As noted earlier, the ‘mirror imaging’ aspects of the book – judging China’s perspective on doctrine solely on the PRC-US context, and with regard mostly to the acquisition of Taiwan – are perhaps its only areas of weakness. Clearly, Beijing’s aspirations in the Indian Ocean, where it views the security of its increasingly busy sea lanes of communications (SLOCs) as being of paramount importance to its very survival, represent a critical place in PLAN thinking. Power projection into the Mediterranean and Atlantic – where the PRC has vital oil, gas, and other resource interests – also are in the forefront of Beijing’s thinking, if largely for political purposes.

And, of course, these considerations also impact future procurement and doctrine on nuclear submarines, as well as conventional submarines.

The authors of the book, such as the perceptive Richard D. Fisher Jr. (who wrote the chapter ‘The Impact of Foreign Technology’), are highly conscious of the importance of the range of conventional and nuclear submarines in the PLAN mix, and note the increasingly blurred line between brown water, green water, and blue water deployments by the variety of PLAN submarine types. Indeed, the USN is increasingly aware of the risk posed not only to surface combatants (including carrier battle groups) by PLAN SSNs, but also from its conventional boats, which – as in the case of the Kilos — represent a level of stealth which is presently uncomfortable for the USN.

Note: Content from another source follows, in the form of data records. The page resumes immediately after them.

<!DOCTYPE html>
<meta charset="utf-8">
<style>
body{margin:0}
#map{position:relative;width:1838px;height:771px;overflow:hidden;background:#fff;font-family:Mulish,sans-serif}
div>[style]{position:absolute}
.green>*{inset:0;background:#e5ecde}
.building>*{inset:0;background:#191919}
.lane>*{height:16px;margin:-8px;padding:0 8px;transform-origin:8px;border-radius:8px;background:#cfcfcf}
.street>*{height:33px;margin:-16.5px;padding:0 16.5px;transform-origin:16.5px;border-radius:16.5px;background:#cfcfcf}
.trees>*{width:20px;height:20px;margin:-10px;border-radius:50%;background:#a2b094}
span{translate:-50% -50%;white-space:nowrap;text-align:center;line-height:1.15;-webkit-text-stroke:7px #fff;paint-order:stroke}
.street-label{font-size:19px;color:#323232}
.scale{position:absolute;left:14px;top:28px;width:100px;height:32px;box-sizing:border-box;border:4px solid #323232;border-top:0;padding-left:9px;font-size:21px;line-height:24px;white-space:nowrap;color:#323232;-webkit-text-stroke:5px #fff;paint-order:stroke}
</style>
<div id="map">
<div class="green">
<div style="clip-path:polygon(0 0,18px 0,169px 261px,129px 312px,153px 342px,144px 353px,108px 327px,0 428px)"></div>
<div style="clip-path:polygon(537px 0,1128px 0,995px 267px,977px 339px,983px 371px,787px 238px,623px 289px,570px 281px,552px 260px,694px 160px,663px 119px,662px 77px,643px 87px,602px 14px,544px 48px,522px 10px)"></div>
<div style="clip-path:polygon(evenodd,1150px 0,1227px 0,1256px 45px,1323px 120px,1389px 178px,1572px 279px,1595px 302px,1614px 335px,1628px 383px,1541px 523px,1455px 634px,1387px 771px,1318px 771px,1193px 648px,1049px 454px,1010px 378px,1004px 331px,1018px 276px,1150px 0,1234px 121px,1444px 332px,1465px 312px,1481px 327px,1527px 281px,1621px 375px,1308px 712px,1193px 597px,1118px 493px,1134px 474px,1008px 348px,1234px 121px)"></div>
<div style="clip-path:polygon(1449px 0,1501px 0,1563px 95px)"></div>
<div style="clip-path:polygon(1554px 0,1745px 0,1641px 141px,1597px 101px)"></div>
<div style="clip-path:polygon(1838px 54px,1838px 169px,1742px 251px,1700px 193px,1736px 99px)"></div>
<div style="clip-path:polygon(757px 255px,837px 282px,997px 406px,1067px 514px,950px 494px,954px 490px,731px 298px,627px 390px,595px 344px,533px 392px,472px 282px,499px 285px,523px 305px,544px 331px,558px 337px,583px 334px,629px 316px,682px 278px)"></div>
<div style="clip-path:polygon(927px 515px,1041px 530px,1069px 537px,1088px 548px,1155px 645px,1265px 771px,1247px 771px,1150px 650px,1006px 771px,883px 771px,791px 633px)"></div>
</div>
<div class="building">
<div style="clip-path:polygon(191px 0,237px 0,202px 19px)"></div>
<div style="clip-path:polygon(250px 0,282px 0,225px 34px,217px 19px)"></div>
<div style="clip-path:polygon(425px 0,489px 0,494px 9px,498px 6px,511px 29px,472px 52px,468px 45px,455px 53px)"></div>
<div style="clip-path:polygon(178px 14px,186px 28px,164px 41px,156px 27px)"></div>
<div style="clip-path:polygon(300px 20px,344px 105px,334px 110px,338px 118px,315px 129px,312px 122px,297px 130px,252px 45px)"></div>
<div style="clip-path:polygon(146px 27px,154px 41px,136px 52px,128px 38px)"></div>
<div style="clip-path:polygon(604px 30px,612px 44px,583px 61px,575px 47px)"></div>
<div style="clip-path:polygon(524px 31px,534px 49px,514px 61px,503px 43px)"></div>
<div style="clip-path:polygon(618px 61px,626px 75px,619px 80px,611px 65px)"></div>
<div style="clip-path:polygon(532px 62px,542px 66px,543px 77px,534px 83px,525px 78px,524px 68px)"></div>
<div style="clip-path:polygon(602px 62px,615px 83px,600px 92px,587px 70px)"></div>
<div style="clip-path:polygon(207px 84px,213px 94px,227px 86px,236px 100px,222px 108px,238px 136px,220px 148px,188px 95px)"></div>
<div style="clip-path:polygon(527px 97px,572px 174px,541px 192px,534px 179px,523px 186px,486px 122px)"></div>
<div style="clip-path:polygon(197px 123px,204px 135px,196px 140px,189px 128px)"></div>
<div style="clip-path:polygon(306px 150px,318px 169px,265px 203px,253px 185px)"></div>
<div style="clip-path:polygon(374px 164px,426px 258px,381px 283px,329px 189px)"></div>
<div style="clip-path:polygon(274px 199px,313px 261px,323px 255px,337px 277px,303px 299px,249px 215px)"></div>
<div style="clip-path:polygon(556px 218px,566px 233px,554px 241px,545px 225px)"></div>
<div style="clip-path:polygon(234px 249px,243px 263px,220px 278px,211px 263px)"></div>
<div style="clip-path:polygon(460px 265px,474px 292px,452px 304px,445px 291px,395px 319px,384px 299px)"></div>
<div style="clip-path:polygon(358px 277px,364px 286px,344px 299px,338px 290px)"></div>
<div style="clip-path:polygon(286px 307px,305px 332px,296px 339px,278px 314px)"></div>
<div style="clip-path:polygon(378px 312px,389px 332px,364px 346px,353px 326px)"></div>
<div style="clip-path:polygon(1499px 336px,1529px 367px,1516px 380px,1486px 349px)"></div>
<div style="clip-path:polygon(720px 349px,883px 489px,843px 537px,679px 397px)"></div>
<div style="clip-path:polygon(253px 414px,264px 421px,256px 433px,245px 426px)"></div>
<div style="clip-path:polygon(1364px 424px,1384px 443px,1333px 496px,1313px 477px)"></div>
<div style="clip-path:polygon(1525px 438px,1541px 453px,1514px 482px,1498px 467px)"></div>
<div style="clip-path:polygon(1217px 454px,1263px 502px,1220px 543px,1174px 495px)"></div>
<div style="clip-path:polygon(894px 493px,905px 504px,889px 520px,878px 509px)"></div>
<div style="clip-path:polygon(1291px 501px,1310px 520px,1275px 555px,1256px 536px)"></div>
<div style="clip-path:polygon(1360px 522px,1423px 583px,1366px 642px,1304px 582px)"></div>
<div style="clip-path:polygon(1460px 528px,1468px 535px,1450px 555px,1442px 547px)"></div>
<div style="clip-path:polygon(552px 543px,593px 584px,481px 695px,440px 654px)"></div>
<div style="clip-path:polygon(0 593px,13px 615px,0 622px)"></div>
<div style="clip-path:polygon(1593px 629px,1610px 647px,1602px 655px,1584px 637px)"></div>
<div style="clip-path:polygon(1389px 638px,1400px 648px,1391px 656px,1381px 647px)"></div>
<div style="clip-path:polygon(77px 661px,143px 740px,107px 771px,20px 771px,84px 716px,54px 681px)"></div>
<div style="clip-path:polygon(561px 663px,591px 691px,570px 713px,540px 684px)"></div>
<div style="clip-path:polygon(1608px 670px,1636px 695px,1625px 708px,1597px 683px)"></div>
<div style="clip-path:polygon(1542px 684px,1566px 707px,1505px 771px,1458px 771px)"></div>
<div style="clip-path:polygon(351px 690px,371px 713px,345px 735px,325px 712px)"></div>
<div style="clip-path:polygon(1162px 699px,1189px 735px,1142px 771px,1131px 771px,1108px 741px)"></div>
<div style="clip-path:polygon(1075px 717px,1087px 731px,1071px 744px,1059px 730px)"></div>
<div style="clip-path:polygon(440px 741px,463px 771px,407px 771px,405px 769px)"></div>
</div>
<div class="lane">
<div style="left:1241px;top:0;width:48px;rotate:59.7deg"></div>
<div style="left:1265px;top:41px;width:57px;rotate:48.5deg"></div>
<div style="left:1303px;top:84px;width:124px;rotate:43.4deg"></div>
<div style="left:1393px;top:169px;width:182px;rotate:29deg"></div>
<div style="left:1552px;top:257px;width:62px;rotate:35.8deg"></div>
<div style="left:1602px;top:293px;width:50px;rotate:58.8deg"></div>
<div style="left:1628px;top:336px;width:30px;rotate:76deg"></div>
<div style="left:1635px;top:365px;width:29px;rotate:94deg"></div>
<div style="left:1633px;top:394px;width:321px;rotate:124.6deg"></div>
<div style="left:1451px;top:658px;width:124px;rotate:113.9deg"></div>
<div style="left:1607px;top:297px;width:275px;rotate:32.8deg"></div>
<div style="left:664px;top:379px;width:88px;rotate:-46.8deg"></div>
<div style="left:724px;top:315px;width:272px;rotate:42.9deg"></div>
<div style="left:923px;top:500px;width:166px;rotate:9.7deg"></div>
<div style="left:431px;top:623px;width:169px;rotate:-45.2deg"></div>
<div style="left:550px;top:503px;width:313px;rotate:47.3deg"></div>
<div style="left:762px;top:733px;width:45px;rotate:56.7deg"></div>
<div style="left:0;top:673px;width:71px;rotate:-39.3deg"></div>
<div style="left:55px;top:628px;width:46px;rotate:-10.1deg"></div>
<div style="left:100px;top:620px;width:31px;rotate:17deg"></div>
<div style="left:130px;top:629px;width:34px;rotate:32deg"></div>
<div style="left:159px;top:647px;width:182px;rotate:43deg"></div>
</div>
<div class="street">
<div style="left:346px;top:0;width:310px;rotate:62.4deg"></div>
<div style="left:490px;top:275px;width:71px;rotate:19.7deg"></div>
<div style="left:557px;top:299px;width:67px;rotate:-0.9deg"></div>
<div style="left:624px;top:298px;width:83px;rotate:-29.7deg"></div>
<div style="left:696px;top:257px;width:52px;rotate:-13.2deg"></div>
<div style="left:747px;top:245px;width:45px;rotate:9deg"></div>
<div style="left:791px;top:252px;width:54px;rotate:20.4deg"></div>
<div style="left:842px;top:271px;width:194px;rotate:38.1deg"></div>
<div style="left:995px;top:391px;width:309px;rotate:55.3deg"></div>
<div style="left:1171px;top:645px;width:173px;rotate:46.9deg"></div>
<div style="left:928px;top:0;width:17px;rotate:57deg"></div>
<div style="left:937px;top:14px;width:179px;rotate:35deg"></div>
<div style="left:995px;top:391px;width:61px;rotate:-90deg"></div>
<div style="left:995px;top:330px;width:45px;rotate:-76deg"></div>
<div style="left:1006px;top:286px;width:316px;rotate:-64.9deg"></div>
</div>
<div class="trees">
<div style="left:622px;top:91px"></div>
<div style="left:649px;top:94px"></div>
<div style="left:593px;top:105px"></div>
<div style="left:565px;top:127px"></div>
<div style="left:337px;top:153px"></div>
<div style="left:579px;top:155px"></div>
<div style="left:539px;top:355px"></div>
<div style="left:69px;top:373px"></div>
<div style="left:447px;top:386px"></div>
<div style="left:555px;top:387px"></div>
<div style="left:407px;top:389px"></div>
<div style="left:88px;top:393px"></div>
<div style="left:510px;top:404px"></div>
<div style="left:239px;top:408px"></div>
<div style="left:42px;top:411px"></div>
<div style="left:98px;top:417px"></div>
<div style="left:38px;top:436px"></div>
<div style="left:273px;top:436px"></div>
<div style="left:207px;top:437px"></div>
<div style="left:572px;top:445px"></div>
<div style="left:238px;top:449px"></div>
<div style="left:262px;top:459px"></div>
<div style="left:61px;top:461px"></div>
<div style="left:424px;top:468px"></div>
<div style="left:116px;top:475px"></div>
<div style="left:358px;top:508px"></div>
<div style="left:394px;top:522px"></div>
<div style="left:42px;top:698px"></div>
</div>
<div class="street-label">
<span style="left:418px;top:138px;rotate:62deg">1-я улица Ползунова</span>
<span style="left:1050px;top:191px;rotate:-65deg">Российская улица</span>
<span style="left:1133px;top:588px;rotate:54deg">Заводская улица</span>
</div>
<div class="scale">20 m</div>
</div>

The study takes into account the increasing cooperation between the various arms of the PLA, and evidences the gradual growth of prestige of the PLAN and PLAAF, as well as the 2nd Artillery Corps which operates the PRC’s ballistic and long-range cruise missile capabilities. China’s Future Nuclear Submarine Force does not answer all questions, but it is one of the great stimulants for informed debate.

Gregory R. Copley

FDI Director &

Chairman of the Research Committee


[1] This review first appeared in Future Directions International’s (FDI’s) Weekly Global Report and is republished with permission.